For those seeking to use IP licensed under the Open COVID pledge, it may be tempting to rely on IP owners’ altruistic pledges to allow royalty free usage of their IP rights. However, anyone seeking to use the IP should first determine whether the Open COVID license terms fit their current and future needs. For example, if the licensee’s key product falls within the licensed IP and/or requires a sublicense to a future customer, it may give disproportionate bargaining power to the IP owner upon termination of the Open COVID license. In such cases, it may be worth the extra effort and cost to negotiate an individual license.
Those who want to use an IP licensed under the Open COVID Pledge should carefully investigate license terms and be certain to tailor their use of the licensed IP to comply with such terms.
Issues that a licensee should consider include:
- Investigate what IP is included in the license
A pledgor can identify the patents and/or copyrights offered for use, and it is imperative to check the scope of IP included in a license.
- Mitigate liability risks in the absence of warranty and indemnification clauses
Any person seeking to use licensed IP should endeavor to mitigate third party liability risk by, for example, performing quality testing, seeking regulatory approvals, avoiding unsubstantiated claims of intended use, and including adequate disclaimers on their products.

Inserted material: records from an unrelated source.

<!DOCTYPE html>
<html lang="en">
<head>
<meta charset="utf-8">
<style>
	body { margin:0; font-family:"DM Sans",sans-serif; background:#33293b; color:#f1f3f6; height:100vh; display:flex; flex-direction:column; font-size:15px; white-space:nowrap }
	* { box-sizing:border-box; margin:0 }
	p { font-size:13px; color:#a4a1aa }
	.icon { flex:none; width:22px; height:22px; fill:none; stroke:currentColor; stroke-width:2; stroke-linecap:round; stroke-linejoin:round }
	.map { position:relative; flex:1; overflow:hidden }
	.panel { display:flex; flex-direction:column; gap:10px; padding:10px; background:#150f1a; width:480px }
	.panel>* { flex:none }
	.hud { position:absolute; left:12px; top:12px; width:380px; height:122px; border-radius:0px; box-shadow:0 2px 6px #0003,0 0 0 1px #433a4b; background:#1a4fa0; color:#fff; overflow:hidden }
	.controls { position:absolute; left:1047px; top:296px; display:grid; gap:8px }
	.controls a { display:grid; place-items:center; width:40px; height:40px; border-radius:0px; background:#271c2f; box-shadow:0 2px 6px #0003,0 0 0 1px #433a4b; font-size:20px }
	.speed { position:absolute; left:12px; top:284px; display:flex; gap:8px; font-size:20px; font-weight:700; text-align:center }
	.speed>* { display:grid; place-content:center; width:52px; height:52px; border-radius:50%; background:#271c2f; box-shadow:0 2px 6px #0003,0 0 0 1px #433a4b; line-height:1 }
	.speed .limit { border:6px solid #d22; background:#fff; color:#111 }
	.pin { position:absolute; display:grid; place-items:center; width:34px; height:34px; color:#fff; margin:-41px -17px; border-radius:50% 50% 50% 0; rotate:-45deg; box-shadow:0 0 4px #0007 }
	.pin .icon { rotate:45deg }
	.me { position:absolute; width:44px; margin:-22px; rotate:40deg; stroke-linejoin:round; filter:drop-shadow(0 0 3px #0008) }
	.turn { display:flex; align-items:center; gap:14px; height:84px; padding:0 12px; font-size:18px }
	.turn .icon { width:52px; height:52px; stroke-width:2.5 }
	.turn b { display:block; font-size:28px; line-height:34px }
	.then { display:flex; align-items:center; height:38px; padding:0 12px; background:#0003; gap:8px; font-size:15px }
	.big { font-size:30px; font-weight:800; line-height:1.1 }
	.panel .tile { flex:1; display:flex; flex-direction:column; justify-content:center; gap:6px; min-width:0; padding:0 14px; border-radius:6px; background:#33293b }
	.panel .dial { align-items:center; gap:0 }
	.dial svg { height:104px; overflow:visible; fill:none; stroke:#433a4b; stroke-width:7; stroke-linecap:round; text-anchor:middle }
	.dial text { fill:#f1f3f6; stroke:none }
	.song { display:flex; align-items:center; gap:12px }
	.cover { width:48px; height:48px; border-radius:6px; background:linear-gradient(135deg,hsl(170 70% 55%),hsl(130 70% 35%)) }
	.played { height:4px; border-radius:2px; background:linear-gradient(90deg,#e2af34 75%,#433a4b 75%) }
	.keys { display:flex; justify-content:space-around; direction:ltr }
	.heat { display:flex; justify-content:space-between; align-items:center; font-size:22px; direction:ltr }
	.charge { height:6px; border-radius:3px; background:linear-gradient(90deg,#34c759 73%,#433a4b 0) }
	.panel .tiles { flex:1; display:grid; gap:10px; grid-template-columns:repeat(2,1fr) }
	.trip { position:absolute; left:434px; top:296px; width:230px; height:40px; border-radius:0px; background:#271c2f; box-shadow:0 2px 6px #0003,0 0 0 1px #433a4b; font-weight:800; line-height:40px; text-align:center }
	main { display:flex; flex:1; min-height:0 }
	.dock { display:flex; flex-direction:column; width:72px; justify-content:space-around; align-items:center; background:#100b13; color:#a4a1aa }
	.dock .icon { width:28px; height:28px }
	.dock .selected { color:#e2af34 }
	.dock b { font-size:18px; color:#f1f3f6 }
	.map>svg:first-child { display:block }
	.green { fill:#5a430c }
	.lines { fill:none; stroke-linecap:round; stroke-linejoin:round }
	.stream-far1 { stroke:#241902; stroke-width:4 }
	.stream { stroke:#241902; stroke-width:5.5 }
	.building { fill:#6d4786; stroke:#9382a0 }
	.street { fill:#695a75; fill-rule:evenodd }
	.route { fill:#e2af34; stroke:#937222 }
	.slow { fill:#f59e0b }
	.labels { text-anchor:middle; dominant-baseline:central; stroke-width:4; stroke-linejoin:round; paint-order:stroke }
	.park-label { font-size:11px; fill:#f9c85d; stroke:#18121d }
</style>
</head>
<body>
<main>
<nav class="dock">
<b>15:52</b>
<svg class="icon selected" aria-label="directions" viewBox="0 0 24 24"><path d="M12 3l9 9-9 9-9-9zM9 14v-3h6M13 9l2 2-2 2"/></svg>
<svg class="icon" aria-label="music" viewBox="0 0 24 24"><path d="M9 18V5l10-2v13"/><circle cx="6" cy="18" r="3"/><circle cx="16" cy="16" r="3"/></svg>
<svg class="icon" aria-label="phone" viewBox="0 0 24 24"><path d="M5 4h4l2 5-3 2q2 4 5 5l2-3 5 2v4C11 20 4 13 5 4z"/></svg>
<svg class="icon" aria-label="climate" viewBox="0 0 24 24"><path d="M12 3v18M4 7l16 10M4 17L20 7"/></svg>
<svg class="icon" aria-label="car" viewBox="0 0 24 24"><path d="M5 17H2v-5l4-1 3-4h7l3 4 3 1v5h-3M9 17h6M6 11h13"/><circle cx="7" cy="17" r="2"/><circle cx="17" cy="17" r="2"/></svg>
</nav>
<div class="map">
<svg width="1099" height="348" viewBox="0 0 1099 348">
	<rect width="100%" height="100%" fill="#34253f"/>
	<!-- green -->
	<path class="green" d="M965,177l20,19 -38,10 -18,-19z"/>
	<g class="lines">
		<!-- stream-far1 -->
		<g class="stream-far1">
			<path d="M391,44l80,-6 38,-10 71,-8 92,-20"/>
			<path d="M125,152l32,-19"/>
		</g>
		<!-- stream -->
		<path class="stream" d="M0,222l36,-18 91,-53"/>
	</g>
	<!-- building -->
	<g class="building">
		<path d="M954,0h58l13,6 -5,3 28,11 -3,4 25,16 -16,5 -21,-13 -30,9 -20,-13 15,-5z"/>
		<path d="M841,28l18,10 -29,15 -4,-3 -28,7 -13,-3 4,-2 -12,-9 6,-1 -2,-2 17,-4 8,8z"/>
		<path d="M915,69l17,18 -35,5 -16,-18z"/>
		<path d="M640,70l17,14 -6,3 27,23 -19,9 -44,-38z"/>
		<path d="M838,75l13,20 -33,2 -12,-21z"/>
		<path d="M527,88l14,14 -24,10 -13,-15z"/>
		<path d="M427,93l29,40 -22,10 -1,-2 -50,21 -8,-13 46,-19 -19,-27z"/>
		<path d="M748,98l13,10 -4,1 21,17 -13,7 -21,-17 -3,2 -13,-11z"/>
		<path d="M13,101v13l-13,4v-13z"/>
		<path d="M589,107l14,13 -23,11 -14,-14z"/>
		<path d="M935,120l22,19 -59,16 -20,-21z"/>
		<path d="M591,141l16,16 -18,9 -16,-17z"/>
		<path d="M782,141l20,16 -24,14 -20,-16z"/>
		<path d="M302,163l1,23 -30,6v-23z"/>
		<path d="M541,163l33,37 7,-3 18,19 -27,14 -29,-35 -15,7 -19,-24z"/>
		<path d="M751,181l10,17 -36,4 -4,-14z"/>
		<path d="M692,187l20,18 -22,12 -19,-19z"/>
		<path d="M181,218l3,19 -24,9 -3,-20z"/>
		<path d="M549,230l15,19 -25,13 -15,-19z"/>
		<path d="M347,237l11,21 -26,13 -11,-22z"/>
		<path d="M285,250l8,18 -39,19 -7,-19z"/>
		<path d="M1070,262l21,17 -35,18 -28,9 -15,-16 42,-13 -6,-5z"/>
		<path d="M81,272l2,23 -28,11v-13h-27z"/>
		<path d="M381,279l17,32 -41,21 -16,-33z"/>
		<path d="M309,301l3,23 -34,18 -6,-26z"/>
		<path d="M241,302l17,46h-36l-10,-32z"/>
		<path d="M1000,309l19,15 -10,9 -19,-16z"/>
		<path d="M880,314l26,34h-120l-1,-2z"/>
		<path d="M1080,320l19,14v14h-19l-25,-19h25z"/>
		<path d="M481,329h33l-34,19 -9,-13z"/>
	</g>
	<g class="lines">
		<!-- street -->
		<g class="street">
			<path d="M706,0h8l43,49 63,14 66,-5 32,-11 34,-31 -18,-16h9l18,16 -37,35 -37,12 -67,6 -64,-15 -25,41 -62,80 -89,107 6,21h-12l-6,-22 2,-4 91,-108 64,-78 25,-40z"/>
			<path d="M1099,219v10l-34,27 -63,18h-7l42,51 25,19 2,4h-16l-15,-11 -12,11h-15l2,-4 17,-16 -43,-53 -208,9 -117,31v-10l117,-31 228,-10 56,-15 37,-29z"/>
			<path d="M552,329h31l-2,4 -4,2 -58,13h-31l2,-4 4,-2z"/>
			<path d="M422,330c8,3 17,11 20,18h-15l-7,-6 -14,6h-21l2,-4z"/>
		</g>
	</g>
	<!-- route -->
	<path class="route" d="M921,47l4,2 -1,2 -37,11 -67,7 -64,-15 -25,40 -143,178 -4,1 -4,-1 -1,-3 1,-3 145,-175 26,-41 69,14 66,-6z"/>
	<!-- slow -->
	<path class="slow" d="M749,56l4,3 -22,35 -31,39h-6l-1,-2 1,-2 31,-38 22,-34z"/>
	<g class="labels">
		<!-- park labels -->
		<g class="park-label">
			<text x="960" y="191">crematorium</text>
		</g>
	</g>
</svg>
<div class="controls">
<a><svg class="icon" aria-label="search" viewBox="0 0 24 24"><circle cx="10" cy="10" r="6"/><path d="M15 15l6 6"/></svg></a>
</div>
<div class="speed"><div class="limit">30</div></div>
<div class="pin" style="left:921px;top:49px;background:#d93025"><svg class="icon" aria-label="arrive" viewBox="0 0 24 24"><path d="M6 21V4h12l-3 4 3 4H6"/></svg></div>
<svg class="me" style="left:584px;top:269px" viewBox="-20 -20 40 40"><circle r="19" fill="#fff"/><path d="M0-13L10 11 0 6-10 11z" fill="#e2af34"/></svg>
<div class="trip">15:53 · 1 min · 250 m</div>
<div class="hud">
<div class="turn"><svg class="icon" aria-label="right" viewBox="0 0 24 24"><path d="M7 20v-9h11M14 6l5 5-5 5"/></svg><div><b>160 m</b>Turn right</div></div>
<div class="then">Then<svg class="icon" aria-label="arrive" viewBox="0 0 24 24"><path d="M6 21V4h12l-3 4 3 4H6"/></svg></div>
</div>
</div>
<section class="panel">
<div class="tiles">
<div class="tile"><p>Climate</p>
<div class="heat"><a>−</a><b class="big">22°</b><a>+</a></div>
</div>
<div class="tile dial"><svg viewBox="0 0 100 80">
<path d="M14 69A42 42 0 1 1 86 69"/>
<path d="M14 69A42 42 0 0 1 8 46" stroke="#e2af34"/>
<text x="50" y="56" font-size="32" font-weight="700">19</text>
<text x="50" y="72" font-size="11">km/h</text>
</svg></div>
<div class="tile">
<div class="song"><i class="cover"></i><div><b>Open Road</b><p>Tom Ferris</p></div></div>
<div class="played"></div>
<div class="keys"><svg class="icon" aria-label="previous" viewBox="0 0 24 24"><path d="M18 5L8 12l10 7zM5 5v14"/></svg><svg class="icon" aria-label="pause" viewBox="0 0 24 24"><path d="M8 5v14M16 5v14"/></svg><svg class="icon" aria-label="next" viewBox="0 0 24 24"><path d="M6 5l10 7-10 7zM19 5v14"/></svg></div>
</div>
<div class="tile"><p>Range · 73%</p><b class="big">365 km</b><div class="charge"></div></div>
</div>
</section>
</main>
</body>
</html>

- Investigate the scope of the license
The potential licensee should ensure that its use of the licensed IP does not exceed the scope of the license (e.g., for diagnosis, prevention, or treatment of infections from other pathogens), in order to avoid infringement liability.
- Avoid trademark infringement claims
A potential licensee should avoid using the brand name, or other information of a pledgor to, for example, establish credibility of the licensee’s technology/products, or for marketing purposes.
- Keep good records
Licensees should document all activities and access relating to the licensed IP. This may play an important role in establishing the licensee’s activities during the resolution of future disputes.